**Provided records:**
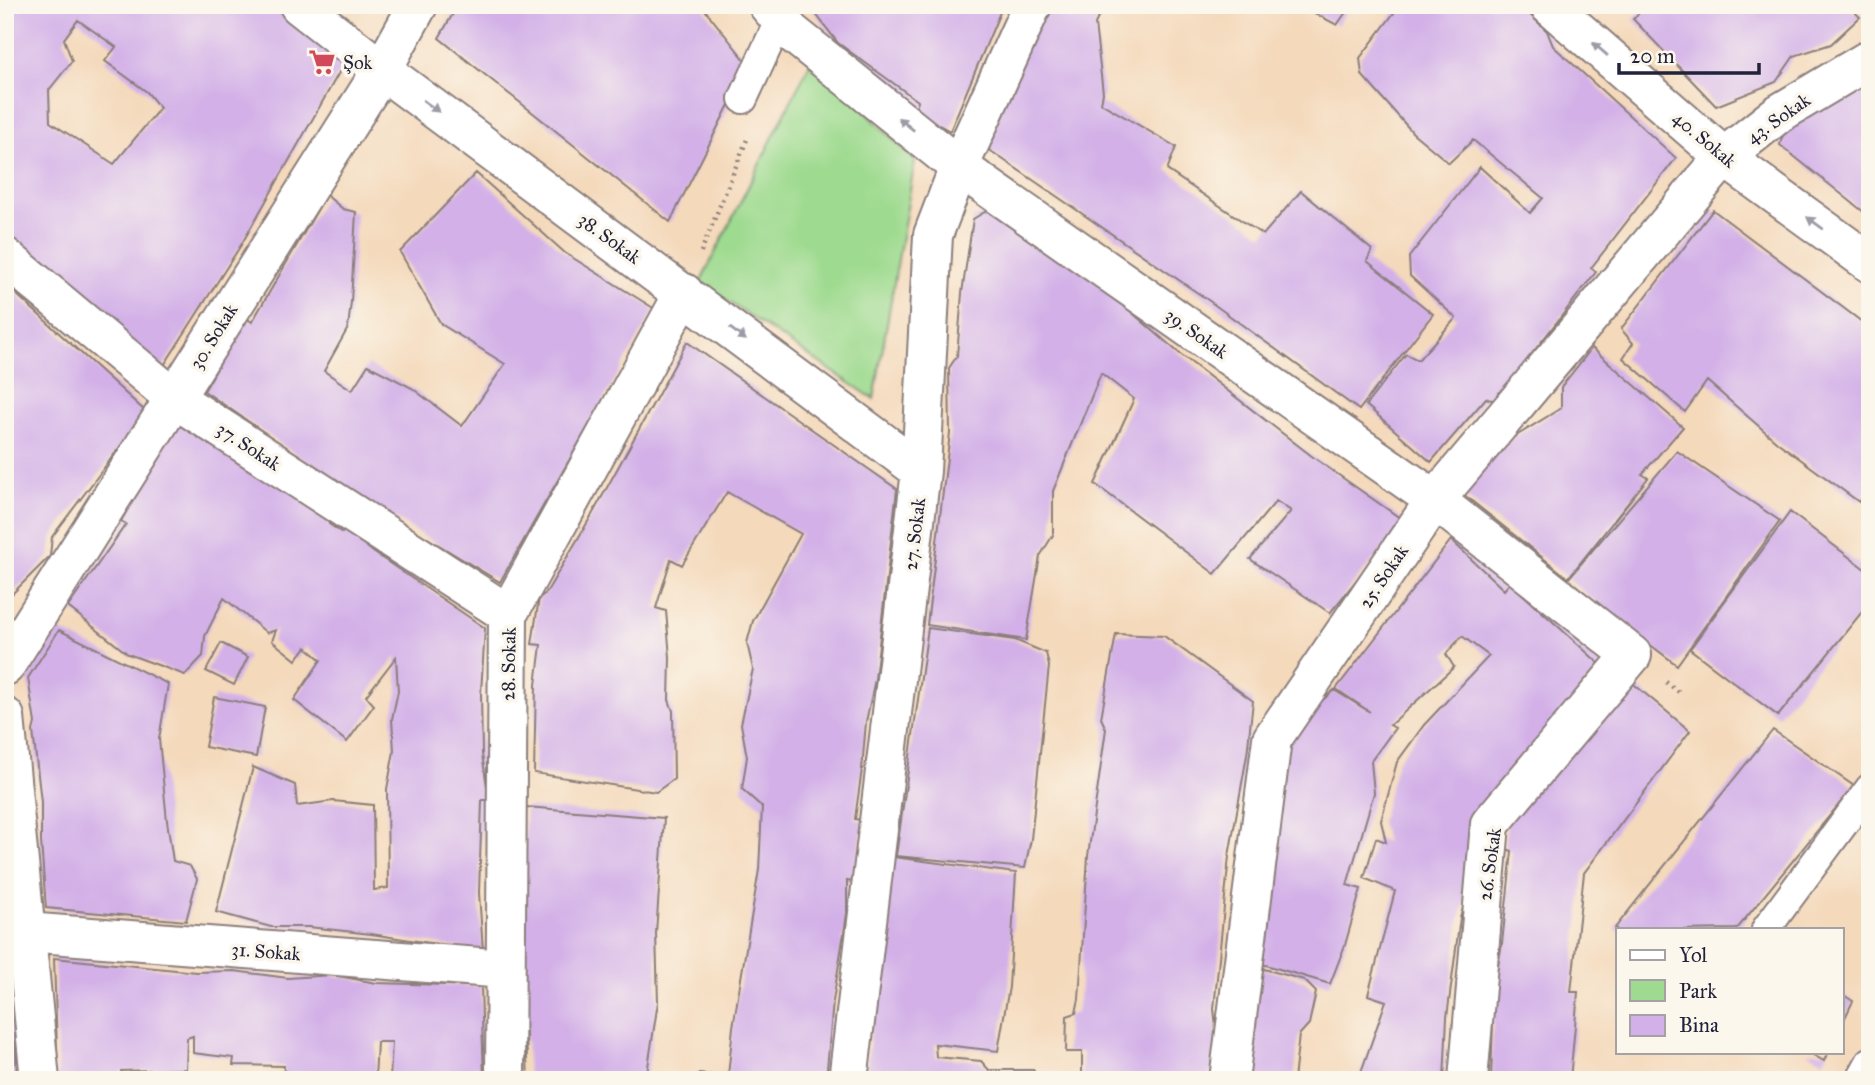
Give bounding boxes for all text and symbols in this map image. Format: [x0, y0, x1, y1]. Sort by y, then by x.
scale bar [1619, 32, 1759, 76]
one-way arrow [1591, 42, 1608, 57]
text: 20 m [1630, 43, 1675, 69]
supermarket icon: Şok [307, 47, 337, 77]
place label: Şok [343, 51, 373, 74]
street label: 43. Sokak [1742, 88, 1815, 149]
one-way arrow [422, 99, 440, 113]
street label: 40. Sokak [1668, 106, 1741, 173]
one-way arrow [897, 117, 914, 132]
street label: 38. Sokak [574, 208, 646, 269]
one-way arrow [1806, 216, 1824, 230]
street label: 30. Sokak [184, 299, 243, 373]
street label: 39. Sokak [1161, 303, 1233, 364]
one-way arrow [729, 327, 747, 341]
street label: 37. Sokak [212, 417, 285, 476]
street label: 27. Sokak [899, 496, 930, 572]
street label: 25. Sokak [1354, 540, 1413, 612]
street label: 28. Sokak [496, 627, 521, 701]
street label: 26. Sokak [1473, 826, 1506, 902]
legend [1616, 928, 1843, 1054]
street label: 31. Sokak [231, 938, 302, 965]
text: Yol [1679, 942, 1708, 968]
text: Park [1679, 978, 1717, 1004]
text: Bina [1679, 1012, 1719, 1038]

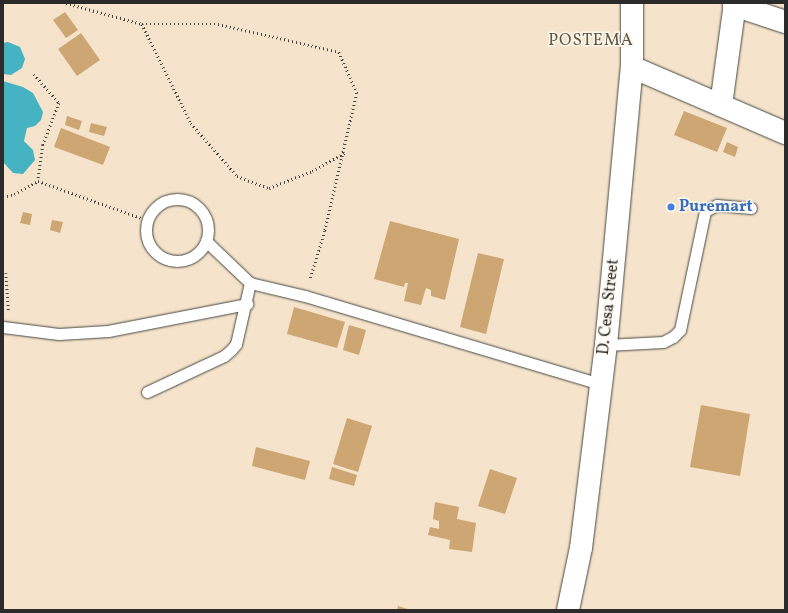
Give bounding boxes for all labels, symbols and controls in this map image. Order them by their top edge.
district label: POSTEMA [548,31,634,51]
place label: Puremart [679,197,753,217]
marker: Puremart [666,202,676,212]
street label: D. Cesa Street [594,258,624,356]

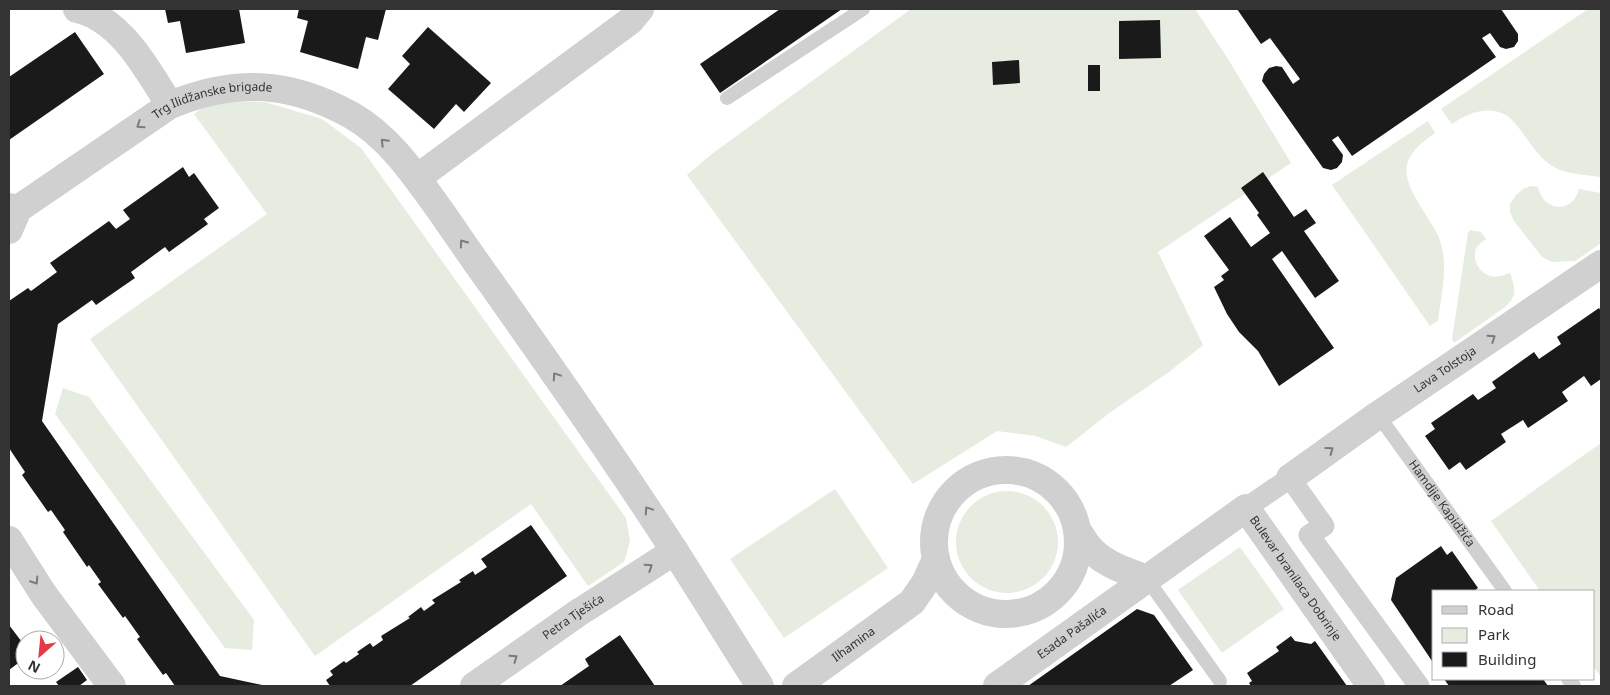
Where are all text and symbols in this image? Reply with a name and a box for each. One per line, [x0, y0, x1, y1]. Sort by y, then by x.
street label: Trg Ilidžanske brigade [149, 78, 274, 123]
one-way arrow [136, 119, 145, 129]
one-way arrow [381, 138, 390, 147]
one-way arrow [460, 239, 469, 249]
one-way arrow [1486, 335, 1496, 344]
street label: Lava Tolstoja [1410, 342, 1479, 397]
one-way arrow [553, 372, 562, 382]
one-way arrow [1324, 447, 1334, 456]
street label: Hamdije Kapidžića [1405, 456, 1479, 550]
one-way arrow [645, 506, 654, 516]
street label: Bulevar branilaca Dobrinje [1246, 512, 1346, 644]
one-way arrow [643, 564, 653, 573]
one-way arrow [29, 576, 39, 585]
street label: Petra Tješića [539, 590, 607, 643]
legend [1432, 590, 1595, 680]
text: Road [1478, 599, 1514, 619]
street label: Esada Pašalića [1033, 601, 1110, 663]
street label: Ilhamina [828, 622, 878, 665]
text: Park [1478, 624, 1510, 644]
north arrow [15, 630, 65, 680]
text: Building [1478, 649, 1536, 669]
one-way arrow [508, 655, 518, 664]
text: N [24, 656, 43, 678]

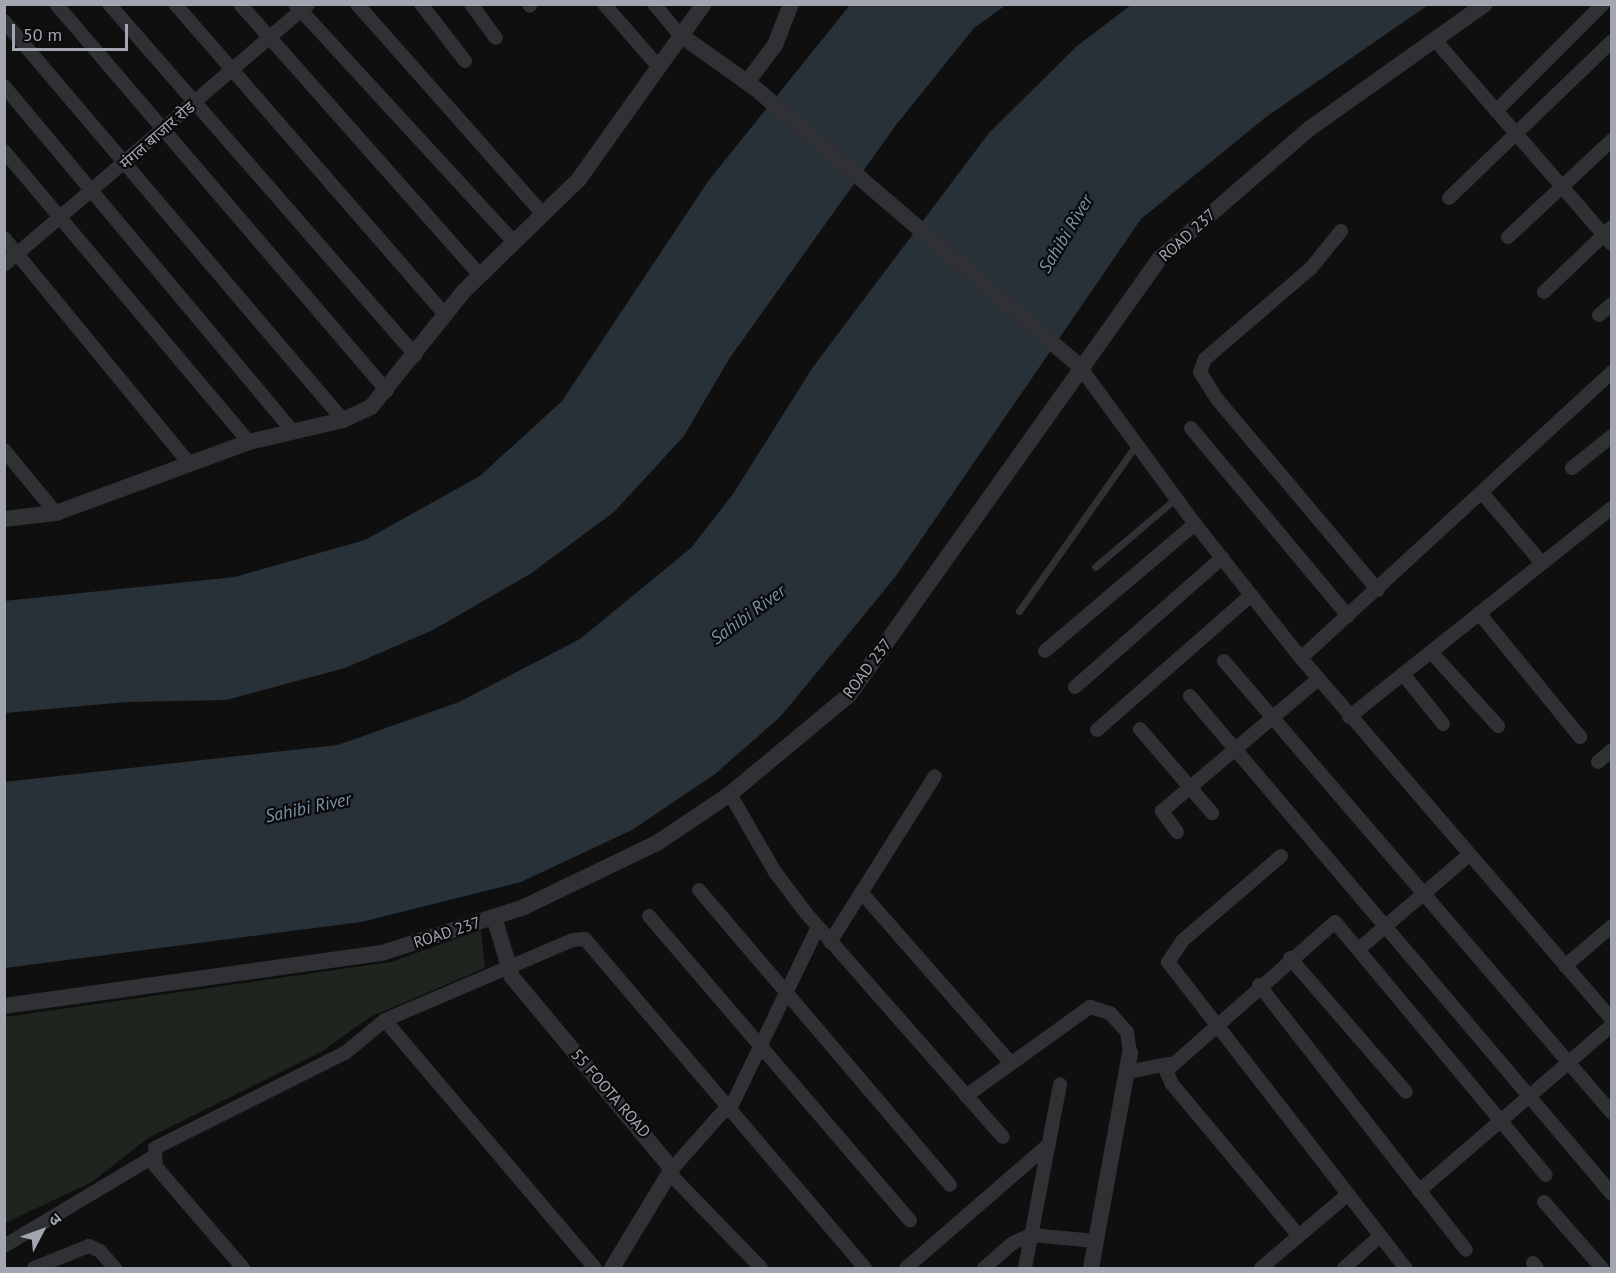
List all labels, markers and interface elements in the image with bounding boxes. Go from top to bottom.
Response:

**Required work:** In the material above, find the line with "List all labels, markers"; then retype it and every line after it through the last, exactly as written.

**Answer to this exercise:**
List all labels, markers and interface elements in the image with bounding boxes. Go from top to bottom.
Response:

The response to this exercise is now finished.